Many people have known Lowell during his too brief, but full life. The following are words written by Walker Mangum, a friend of Lowell’s and a frequent visitor to Anegada.

“On July 13, 2002, a tragic accident took the life of Lowell Wheatley. Lowell was loved by all that knew him. He possessed that magic ability to make every one that he met feel like a lifelong friend. I know that Nancy and I both had very deep admiration and respect for him. He brought many happy times to us and is part of some our fondest memories. He was brilliant, energetic, thoughtful, kind, and had a wonderful sense of humor.

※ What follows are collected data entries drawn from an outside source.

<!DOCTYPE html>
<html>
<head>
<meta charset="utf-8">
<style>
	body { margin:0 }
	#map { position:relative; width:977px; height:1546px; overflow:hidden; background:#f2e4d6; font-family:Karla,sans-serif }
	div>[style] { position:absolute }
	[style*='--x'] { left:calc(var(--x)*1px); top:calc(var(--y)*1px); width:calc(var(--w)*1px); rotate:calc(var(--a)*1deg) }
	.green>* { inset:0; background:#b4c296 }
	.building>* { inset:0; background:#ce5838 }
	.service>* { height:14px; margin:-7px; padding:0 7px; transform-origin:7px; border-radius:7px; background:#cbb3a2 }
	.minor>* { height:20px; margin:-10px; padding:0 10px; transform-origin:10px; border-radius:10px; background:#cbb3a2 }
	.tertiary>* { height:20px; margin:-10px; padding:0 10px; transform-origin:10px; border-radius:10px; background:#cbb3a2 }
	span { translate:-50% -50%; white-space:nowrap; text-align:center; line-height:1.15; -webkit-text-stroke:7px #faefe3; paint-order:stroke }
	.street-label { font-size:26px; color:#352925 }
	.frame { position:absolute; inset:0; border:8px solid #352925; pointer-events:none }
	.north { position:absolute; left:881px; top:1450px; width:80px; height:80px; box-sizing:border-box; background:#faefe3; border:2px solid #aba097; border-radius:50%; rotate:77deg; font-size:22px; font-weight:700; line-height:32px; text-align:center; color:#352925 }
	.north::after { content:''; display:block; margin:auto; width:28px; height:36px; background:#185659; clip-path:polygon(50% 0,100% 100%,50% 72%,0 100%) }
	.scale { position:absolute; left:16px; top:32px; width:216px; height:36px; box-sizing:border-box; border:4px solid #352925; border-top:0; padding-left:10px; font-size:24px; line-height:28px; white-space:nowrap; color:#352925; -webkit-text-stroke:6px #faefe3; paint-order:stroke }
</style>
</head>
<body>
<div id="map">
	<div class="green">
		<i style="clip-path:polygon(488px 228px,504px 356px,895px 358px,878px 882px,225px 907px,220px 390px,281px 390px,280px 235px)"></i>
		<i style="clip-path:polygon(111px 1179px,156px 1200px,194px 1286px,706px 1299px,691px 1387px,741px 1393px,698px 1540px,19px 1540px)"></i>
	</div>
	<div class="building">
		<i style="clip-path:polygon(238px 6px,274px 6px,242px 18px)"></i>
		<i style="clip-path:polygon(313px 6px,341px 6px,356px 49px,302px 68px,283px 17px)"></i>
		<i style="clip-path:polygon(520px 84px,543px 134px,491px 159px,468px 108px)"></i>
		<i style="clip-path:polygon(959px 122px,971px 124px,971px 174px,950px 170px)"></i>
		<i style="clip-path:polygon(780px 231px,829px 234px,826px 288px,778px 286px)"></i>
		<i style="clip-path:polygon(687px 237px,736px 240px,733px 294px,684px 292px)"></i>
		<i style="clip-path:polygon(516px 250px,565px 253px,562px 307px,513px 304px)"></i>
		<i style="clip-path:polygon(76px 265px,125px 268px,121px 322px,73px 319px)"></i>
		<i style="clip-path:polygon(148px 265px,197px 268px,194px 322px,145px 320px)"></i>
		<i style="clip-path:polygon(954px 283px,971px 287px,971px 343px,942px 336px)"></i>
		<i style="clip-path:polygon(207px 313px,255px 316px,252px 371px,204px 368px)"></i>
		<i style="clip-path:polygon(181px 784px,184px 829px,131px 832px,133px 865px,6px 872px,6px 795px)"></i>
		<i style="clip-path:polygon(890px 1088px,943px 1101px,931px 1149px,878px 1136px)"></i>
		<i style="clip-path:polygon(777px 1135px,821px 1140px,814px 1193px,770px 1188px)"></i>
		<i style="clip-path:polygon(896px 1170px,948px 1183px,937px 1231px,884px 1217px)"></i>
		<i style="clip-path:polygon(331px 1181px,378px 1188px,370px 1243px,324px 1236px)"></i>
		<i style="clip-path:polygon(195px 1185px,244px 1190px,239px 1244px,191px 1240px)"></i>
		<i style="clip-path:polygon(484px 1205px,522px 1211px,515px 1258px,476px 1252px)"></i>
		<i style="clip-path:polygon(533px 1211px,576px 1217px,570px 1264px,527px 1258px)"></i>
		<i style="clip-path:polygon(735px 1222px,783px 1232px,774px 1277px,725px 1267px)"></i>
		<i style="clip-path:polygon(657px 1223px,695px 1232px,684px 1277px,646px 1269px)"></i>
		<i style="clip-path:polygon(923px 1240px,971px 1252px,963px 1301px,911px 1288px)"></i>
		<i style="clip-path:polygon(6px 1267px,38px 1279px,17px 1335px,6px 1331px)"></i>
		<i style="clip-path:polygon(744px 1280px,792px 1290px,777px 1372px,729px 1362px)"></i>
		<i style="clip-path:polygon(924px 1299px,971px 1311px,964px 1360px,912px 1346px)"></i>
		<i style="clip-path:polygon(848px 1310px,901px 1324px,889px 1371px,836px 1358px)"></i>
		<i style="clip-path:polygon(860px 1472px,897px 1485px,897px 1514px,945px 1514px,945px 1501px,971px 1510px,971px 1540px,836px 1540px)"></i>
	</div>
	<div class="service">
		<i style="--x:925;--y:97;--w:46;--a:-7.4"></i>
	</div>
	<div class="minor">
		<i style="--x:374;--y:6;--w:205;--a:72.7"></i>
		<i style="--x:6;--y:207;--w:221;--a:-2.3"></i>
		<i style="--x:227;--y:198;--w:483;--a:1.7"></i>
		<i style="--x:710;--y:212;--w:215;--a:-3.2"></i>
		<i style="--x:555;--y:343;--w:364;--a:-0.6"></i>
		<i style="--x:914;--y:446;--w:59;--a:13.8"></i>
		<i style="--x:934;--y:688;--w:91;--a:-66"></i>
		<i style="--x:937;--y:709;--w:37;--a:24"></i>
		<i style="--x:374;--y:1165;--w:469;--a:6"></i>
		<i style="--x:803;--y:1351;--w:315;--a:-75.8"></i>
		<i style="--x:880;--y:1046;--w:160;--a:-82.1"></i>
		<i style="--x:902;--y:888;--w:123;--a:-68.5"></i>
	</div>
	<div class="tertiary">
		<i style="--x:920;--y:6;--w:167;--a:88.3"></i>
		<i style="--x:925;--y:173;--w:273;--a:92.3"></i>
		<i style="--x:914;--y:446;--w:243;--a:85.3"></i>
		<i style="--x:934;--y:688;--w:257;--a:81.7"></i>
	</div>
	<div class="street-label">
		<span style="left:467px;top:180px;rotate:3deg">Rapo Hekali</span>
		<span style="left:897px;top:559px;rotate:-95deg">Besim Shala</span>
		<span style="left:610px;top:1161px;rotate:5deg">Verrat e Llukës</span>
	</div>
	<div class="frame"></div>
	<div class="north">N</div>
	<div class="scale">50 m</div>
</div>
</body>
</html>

Lowell was one of those people that seemed to have endless energy. I cannot recall ever seeing him be still for more than an instant. Even at rest, I am certain that his mind was still racing. He was always engaged in a project at his beloved Anegada Reef Hotel, which was built into a place that was extraordinarily peaceful, pleasant and comfortable. In fact, he was frequently involved in numerous bits of improvement all over Anegada, and always had more things planned. Lowell believed that if anything was worth doing, it was worth doing properly. Sadly, the accident that took his life came while he was doing one of his favorite things — working.

This man was truly a larger-than-life character, a brother to all. No matter what the circumstance, you could count on a smile and a cheerful word from him. He put the sparkle in Anegada.

Lowell always had a vision of what was next, what would make life better, and he always worked toward that vision. That vision – call it a dream – did not just include Lowell; it included everything that was in Lowell’s life.

As fast as he accomplished the things that were part of his visions, he had new dreams and visions that replaced those accomplishments. I like to think of Lowell’s dreams for the future as being the landscape between him and the horizon. As fast as Lowell moved across that landscape toward that horizon, he was also having new dreams to replace those which he was reaching. Thus, his horizon was always moving also. Lowell had a passion for that landscape that stood between him and the horizon. Indeed, he had a passion for that horizon itself. Lowell never, ever stopped chasing that horizon. And Lowell lived for that chase. He loved that chase. He WAS that chase.

The world is indeed a much emptier place without him.

The images of Lowell above are from our own photos and from others who kindly contributed them. I hope that they will bring a smile to you and warmth to your heart, as they do for me.”